No matter what your workday entails, we can all agree work is draining! Whether you’re just working to pay the bills or you genuinely love your profession and enjoy every minute of it, having to be “on” for most of the day can take it out of anybody. And your standard workday isn’t the half of it.
Maybe you have a job that requires you to network afterward, or you work in an office that places a lot of value on socializing with colleagues after work. Or maybe you just work from home and you have to force yourself out of the house at the end of the day to avoid becoming a hermit.
Whatever way you slice it, having a job is, well, a full-time job. And especially when that full-time commitment starts to feel like a 24/7 concern, figuring out how to unplug, unwind and truly relax can start to feel like almost as much work as the job itself.

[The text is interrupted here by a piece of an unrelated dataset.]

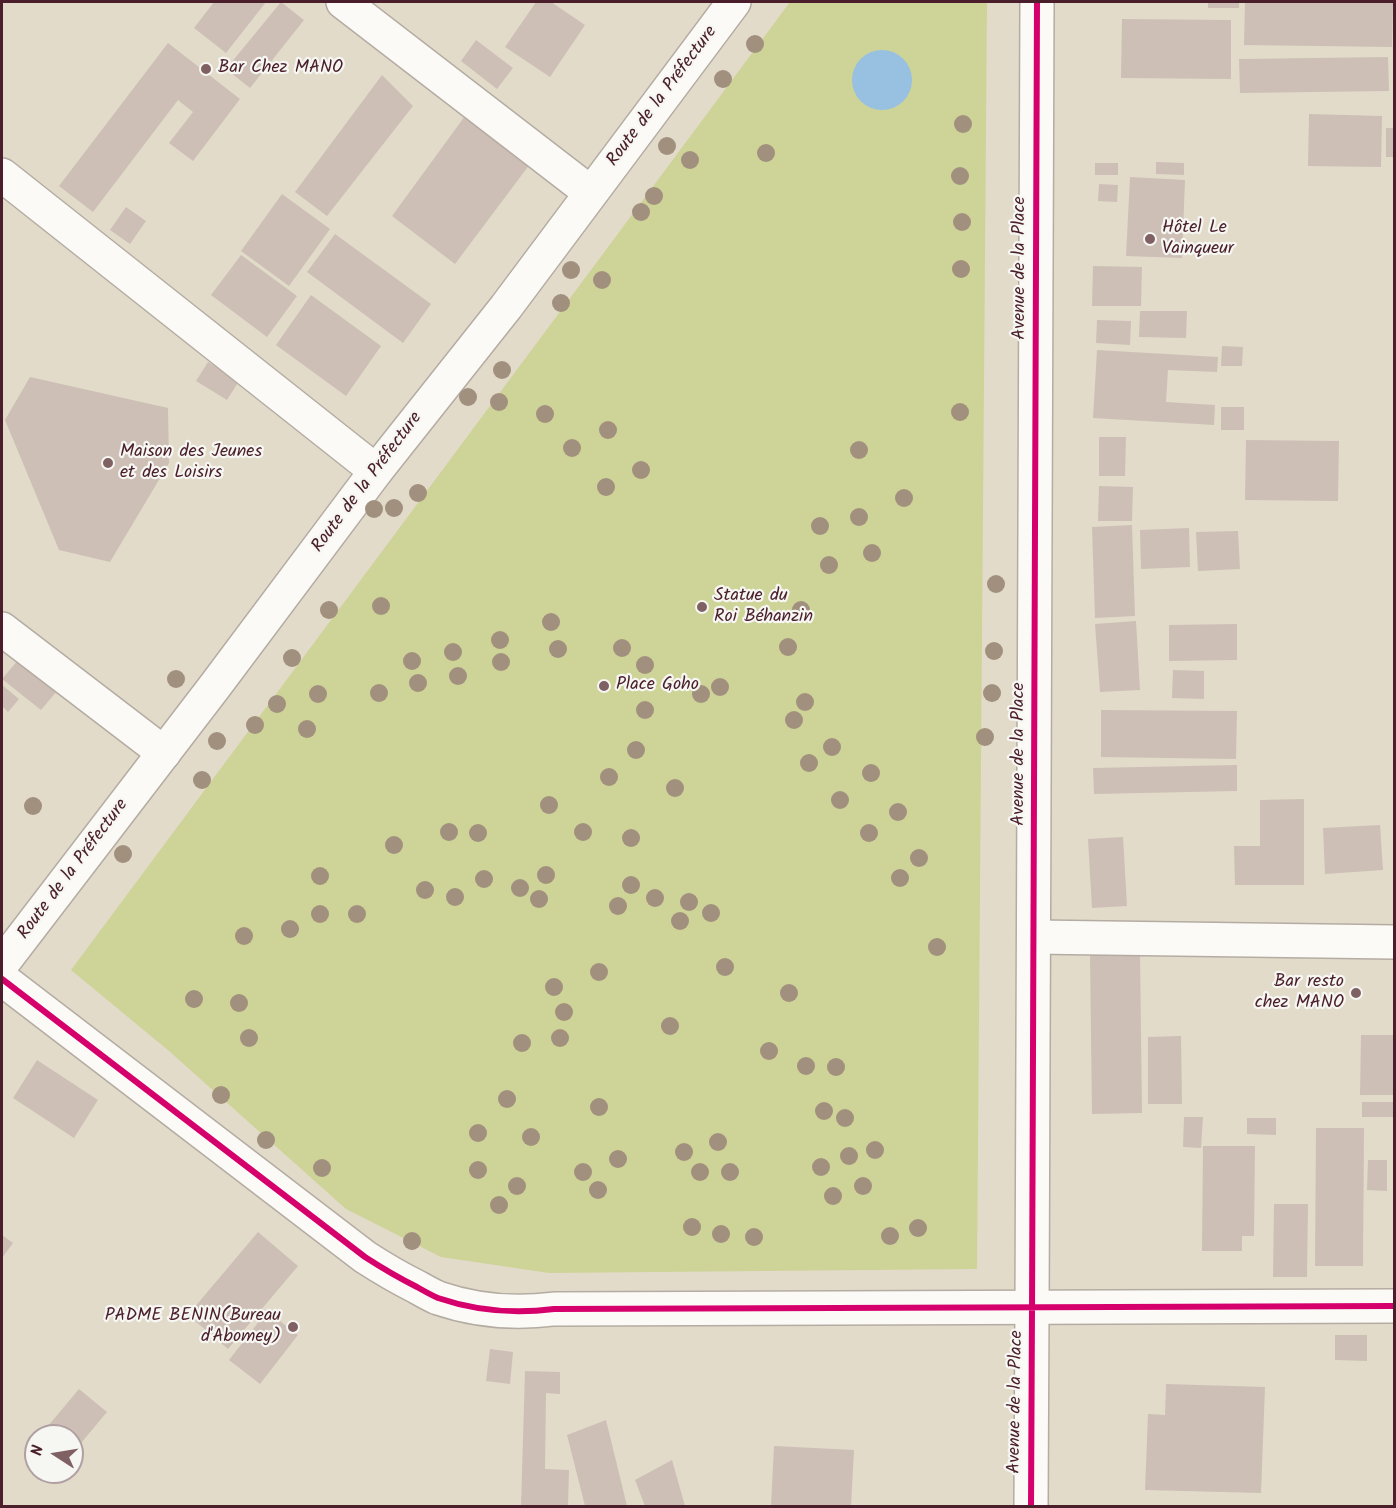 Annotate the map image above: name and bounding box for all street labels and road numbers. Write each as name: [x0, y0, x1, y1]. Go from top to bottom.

So what’s the best way to reset after a long day (or week!) at work? There are a number of things you can try to get your heart rate down and your body ready for time off—or even just a great night of sleep.
When we say meditate, we don’t necessarily mean you have to get super spiritual about it, unless that’s your vibe. Meditation can be part of a larger practice, but it also can mean just finding a peaceful place in your home, sitting down, and taking some time to focus on your breathing and clear your mind.
When we’re go, go, go all the time, we often forget what it’s like to actually sit quietly, and calm our thoughts down. By taking even just a few minutes to do this when you get home, or even just getting into it as part of your winding down routine before bed, you can actually seriously reduce your body’s stress reactions, including the production of something called cortisol which is what starts off the processes that mess up your sleep, contribute to anxiety, raise your blood pressure and even give you a bit of brain fog.
If you want to kick it up a notch, making sure your environment is cozy and relaxing is key. Think warm colors, soft textiles, and other natural materials. Using an essential oil diffuser and essential oil that’s thought to have stress-reducing properties like lavender essential oil can also go a long way toward making you feel like those few minutes of your day are like a tiny trip to the spa.
If you’re not a gym rat by nature, this is probably one of the most frustrating suggestions people can make when telling you how to relax. If working out is stressful for you, thinking of it as stress relief can feel laughable. But whatever your other associations with exercise are, it is definitely true that physical activity can reduce stress and seriously boost your mood.
The exercise you do on your own as part of how to unwind at work doesn’t have to be like high school gym class, and it doesn’t have to feel like punishment. Exercise can be anything from a full-on lifting plan to a run, to something as simple as taking a walk or dancing alone to music in your home (the last one is one of our favorites!).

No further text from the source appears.